Fingertip pulse oximeters are widely available, inexpensive, and commonly used to make clinical decisions in many settings. Device performance is largely unregulated and poorly characterised, especially in people with dark skin pigmentation.

Methods

Eleven popular fingertip pulse oximeters were evaluated using the US Food and Drug Administration (FDA) Guidance (2013) and International Organization for Standardization Standards (ISO, 2017) in 34 healthy humans with diverse skin pigmentation utilising a controlled desaturation study with arterial oxygen saturation (SaO 2) plateaus between 70% and 100%. Skin pigmentation was assessed subjectively using a perceived Fitzpatrick Scale (pFP) and objectively using the individual typology angle (ITA) via spectrophotometry at nine anatomical sites.

Findings

Five of 11 devices had a root mean square error (ARMS) > 3%, falling outside the acceptable FDA performance range.
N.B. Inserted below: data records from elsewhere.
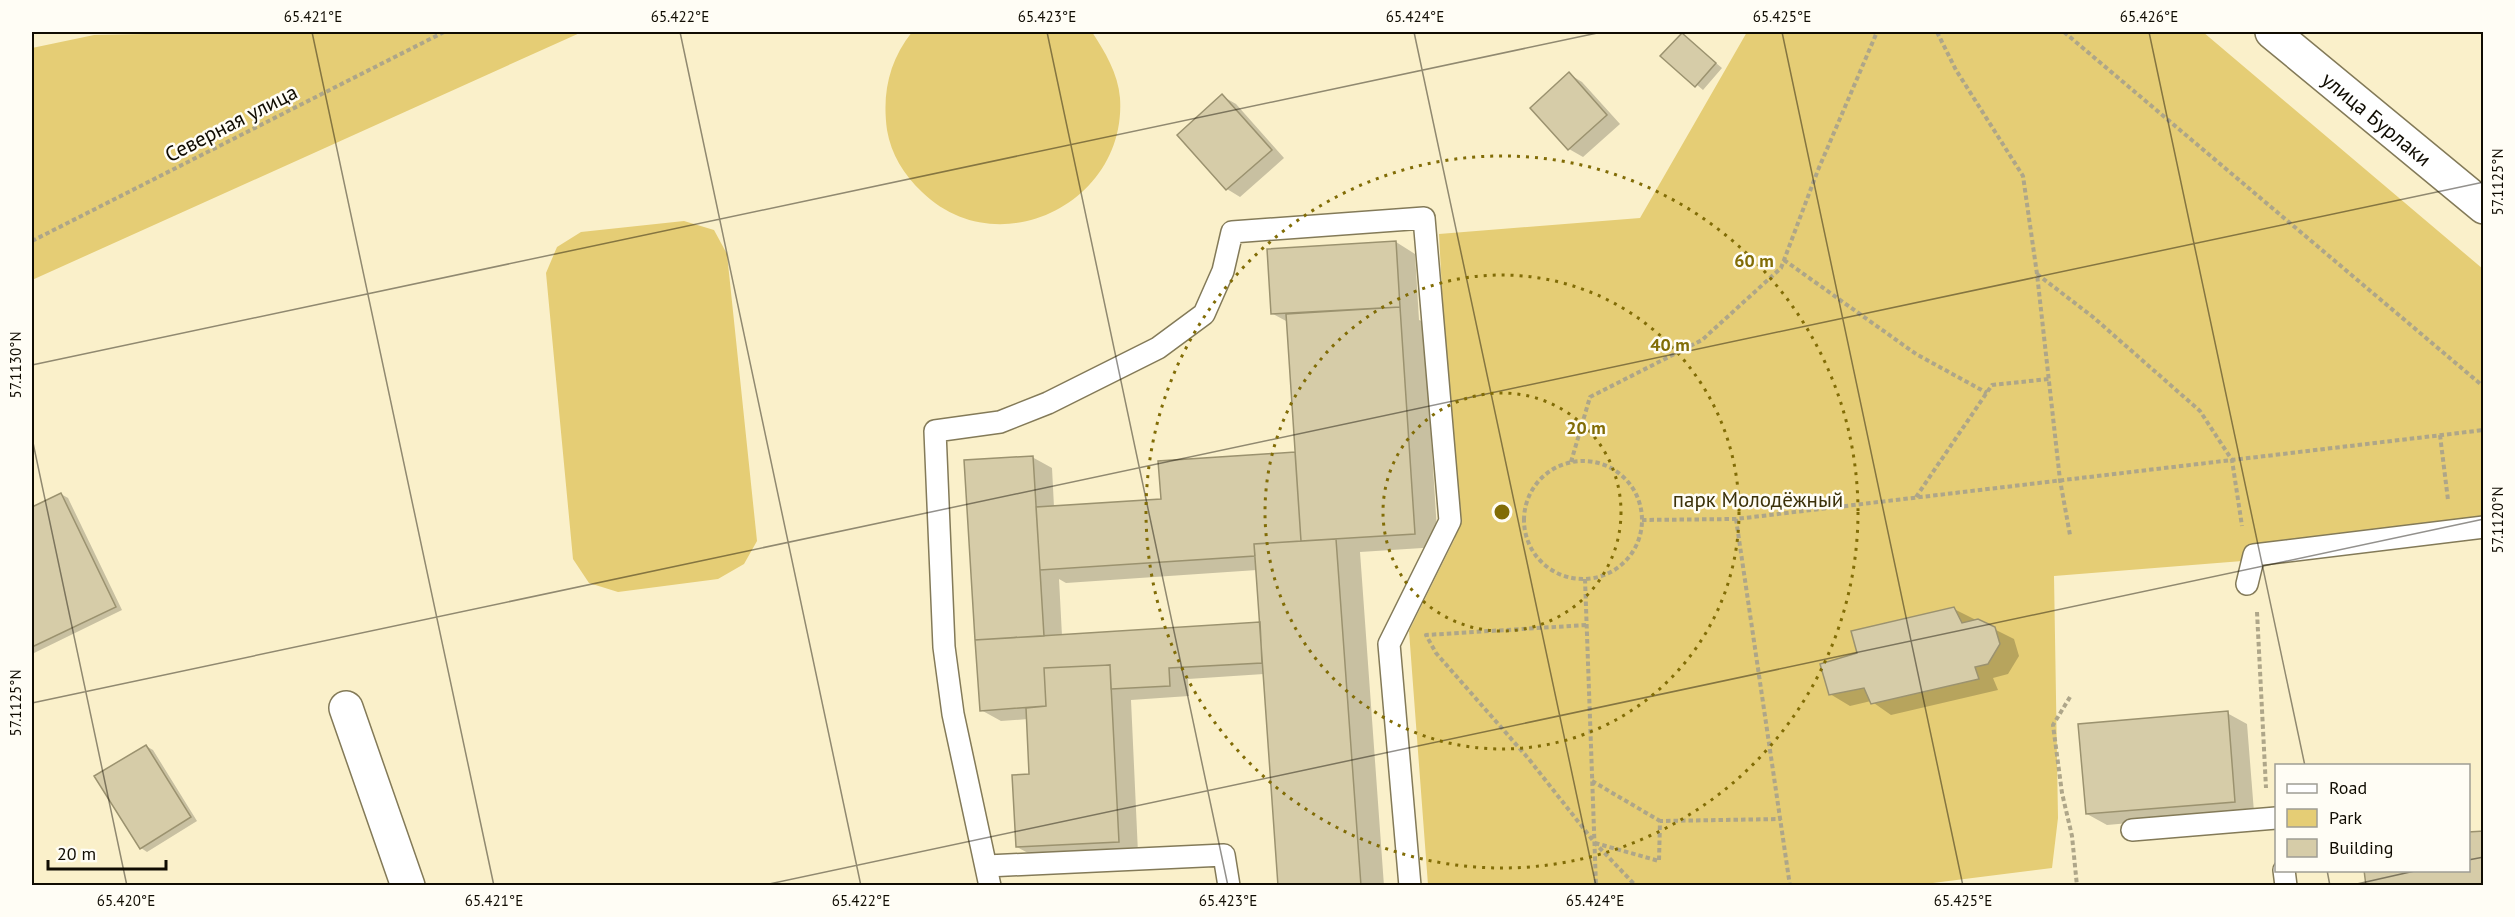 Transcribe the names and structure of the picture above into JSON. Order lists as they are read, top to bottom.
{
  "streets": {
    "street": ["улица Бурлаки"],
    "path": ["Северная улица"]
  },
  "parks": ["парк Молодёжный"],
  "legend": ["Road", "Park", "Building"],
  "scale_bar": "20 m",
  "coordinates": [
    "65.421°E",
    "65.422°E",
    "65.423°E",
    "65.424°E",
    "65.425°E",
    "65.426°E",
    "57.1125°N",
    "57.1130°N",
    "57.1120°N",
    "65.420°E"
  ],
  "rings": ["60 m", "40 m", "20 m"]
} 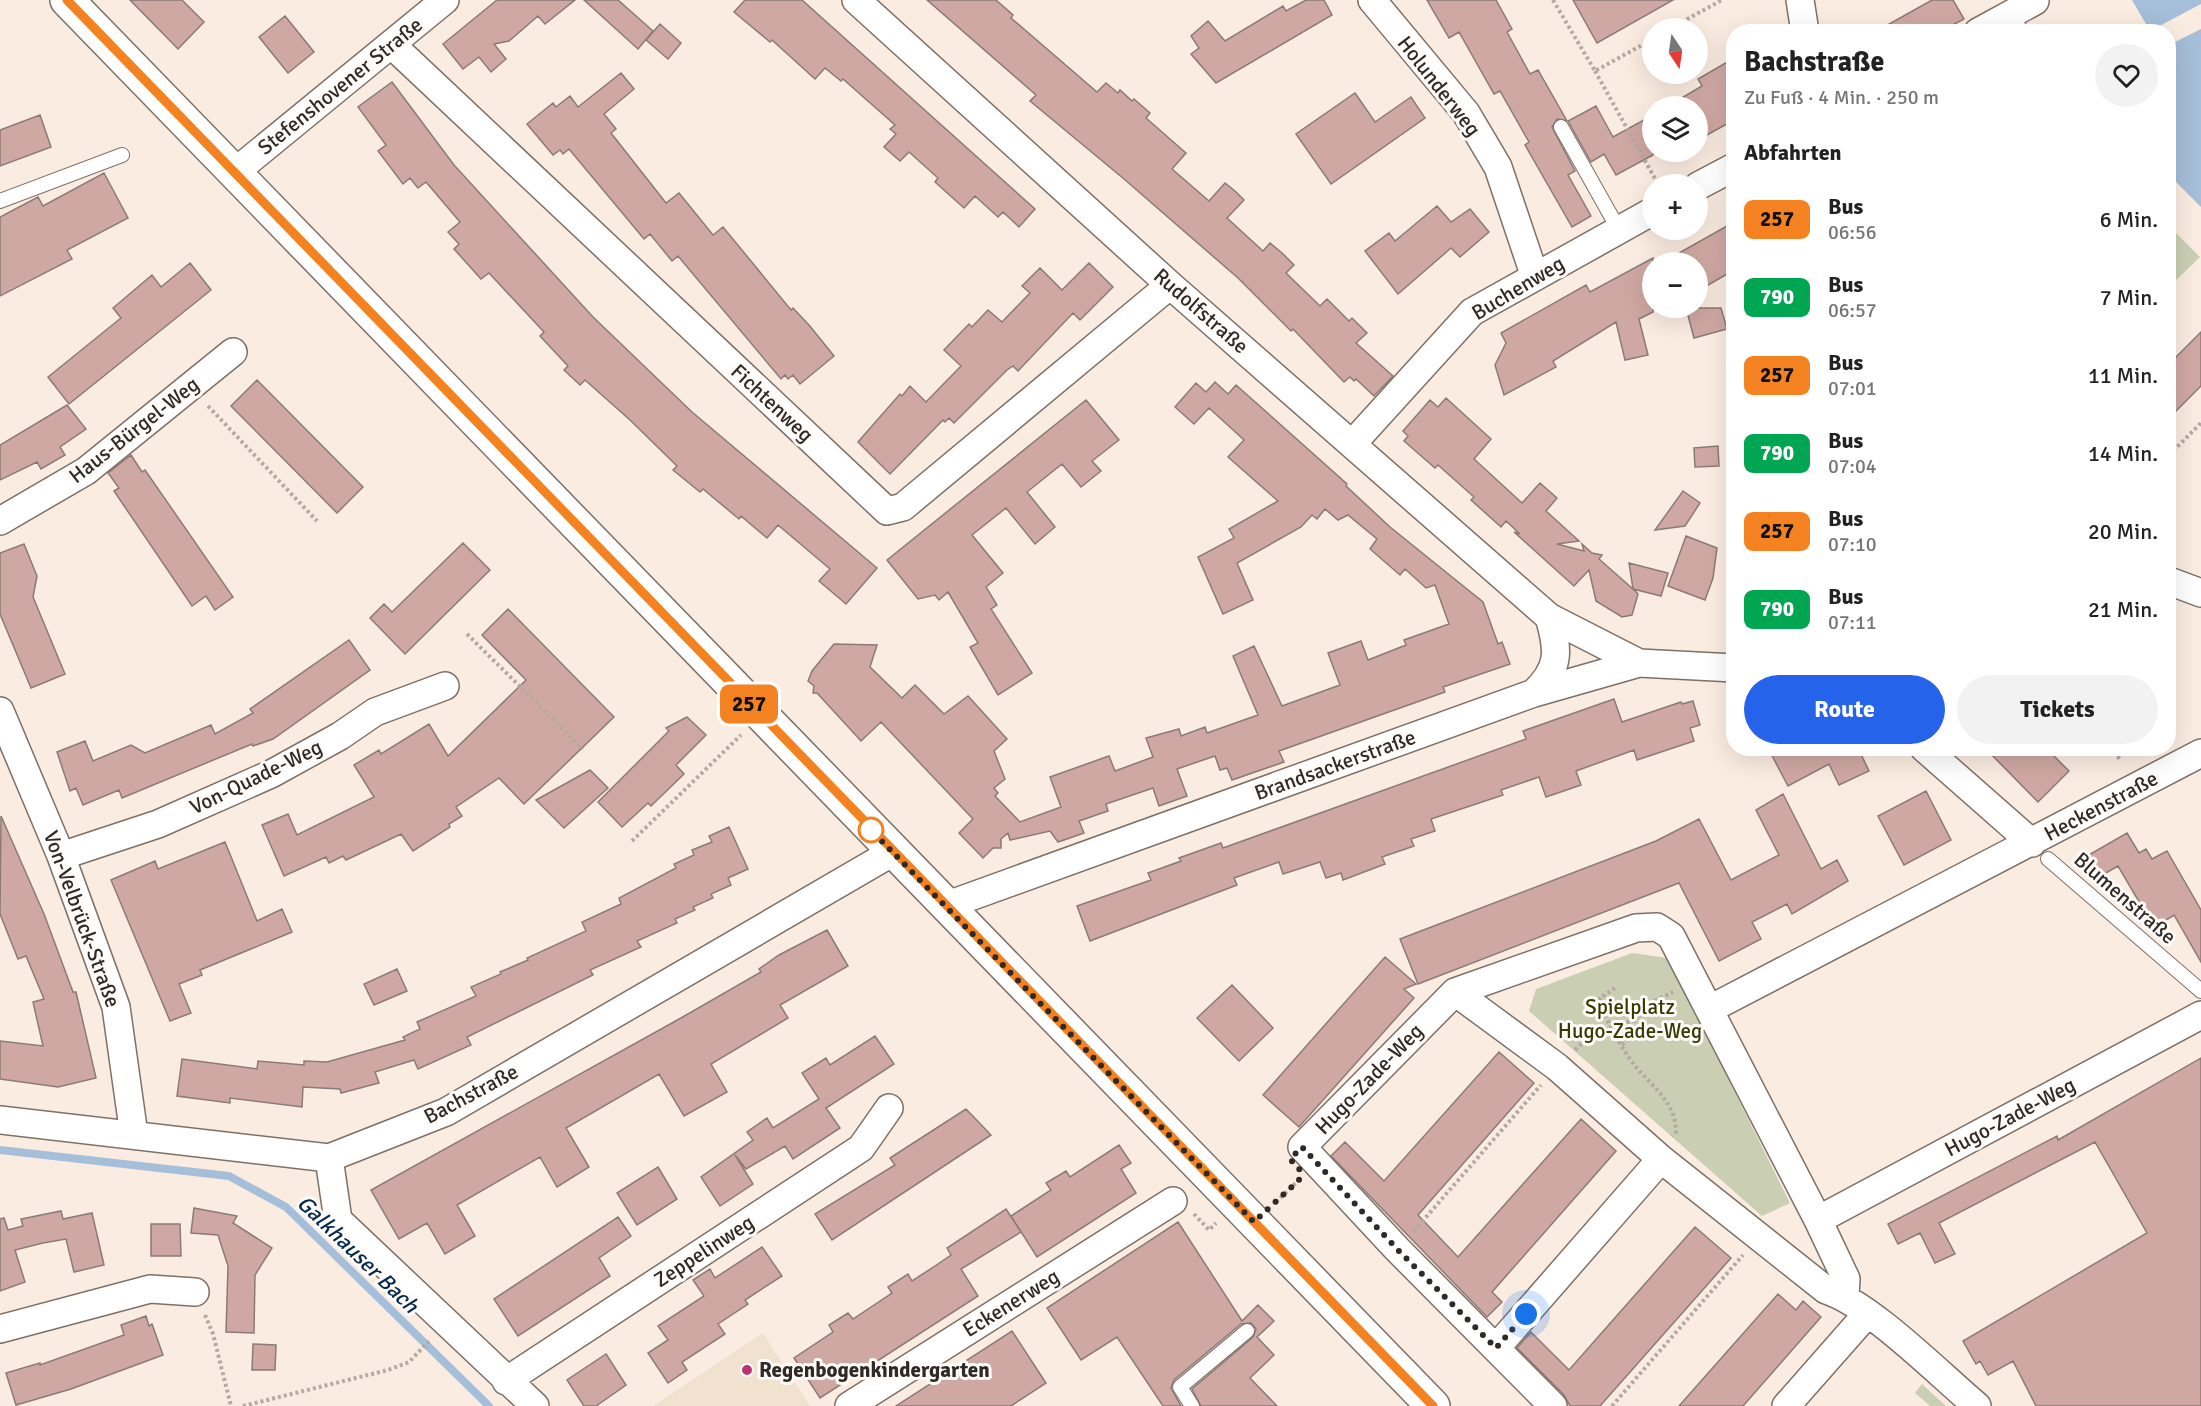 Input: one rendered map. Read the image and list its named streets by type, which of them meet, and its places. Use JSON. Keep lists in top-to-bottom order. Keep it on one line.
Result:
{"streets":{"street":["Stefenshovener Straße","Holunderweg","Buchenweg","Rudolfstraße","Fichtenweg","Haus-Bürgel-Weg","Brandsackerstraße","Von-Quade-Weg","Heckenstraße","Von-Velbrück-Straße","Hugo-Zade-Weg","Bachstraße","Zeppelinweg","Eckenerweg"],"lane":["Blumenstraße"]},"crossings":[["Stefenshovener Straße","Fichtenweg"],["Holunderweg","Buchenweg"],["Buchenweg","Rudolfstraße"],["Rudolfstraße","Fichtenweg"],["Rudolfstraße","Brandsackerstraße"],["Von-Quade-Weg","Von-Velbrück-Straße"],["Heckenstraße","Blumenstraße"],["Von-Velbrück-Straße","Bachstraße"]],"water":["Galkhauser Bach"],"parks":["Spielplatz Hugo-Zade-Weg"],"places":["Regenbogenkindergarten"],"lines":["bus line 257"],"north":"bottom","page":{"on_map":"257","map_buttons":["+","−"],"heading":[["Bachstraße","Zu Fuß · 4 Min. · 250 m"],"Abfahrten"],"list":[{"mark":"257","name":"Bus","note":"06:56","value":"6 Min."},{"mark":"790","name":"Bus","note":"06:57","value":"7 Min."},{"mark":"257","name":"Bus","note":"07:01","value":"11 Min."},{"mark":"790","name":"Bus","note":"07:04","value":"14 Min."},{"mark":"257","name":"Bus","note":"07:10","value":"20 Min."},{"mark":"790","name":"Bus","note":"07:11","value":"21 Min."}],"buttons":["Route","Tickets"]}}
Nine devices demonstrated worse performance in participants in the darkest skin pigmentation category compared with those in the lightest category. A commonly used subjective skin colour scale frequently miscategorised participants as being darkly pigmented when compared to objective quantification of skin pigment by ITA.

Interpretation

Fingertip pulse oximeters have variable performance, frequently not meeting regulatory requirements for clinical use, and occasionally contradicting claims made by manufacturers. Most devices showed a trend toward worse performance in participants with darker skin pigment. Regulatory standards do not adequately account for the impact of skin pigmentation on device performance. We recommend that the pFP and other non-standardised subjective skin colour scales should no longer be used for defining diversity of skin pigmentation. Reliable methods for characterising skin pigmentation to improve diversity and equitable performance of pulse oximeters are needed.

Funding

This study was conducted as part of the Open Oximetry Project funded by the Gordon and Betty Moore Foundation, Patrick J McGovern Foundation, and Robert Wood Johnson Foundation. The UCSF Hypoxia Research Laboratory receives funding from multiple industry sponsors to test the sponsors’ devices for the purposes of product development and regulatory performance testing. Data in this paper do not include sponsor’s study devices. All data were collected from devices procured by the Hypoxia Research Laboratory for the purposes of independent research. No company provided any direct funding for this study, participated in study design or analysis, or was involved in analysing data or writing the manuscript. None of the authors own stock or equity interests in any pulse oximeter companies. Dr Ellis Monk’s time utilised for data analysis, reviewing and editing was funded by grant number: DP2MH132941.

Low Perfusion and Missed Diagnosis of Hypoxemia by Pulse Oximetry in Darkly Pigmented Skin: A Prospective Study.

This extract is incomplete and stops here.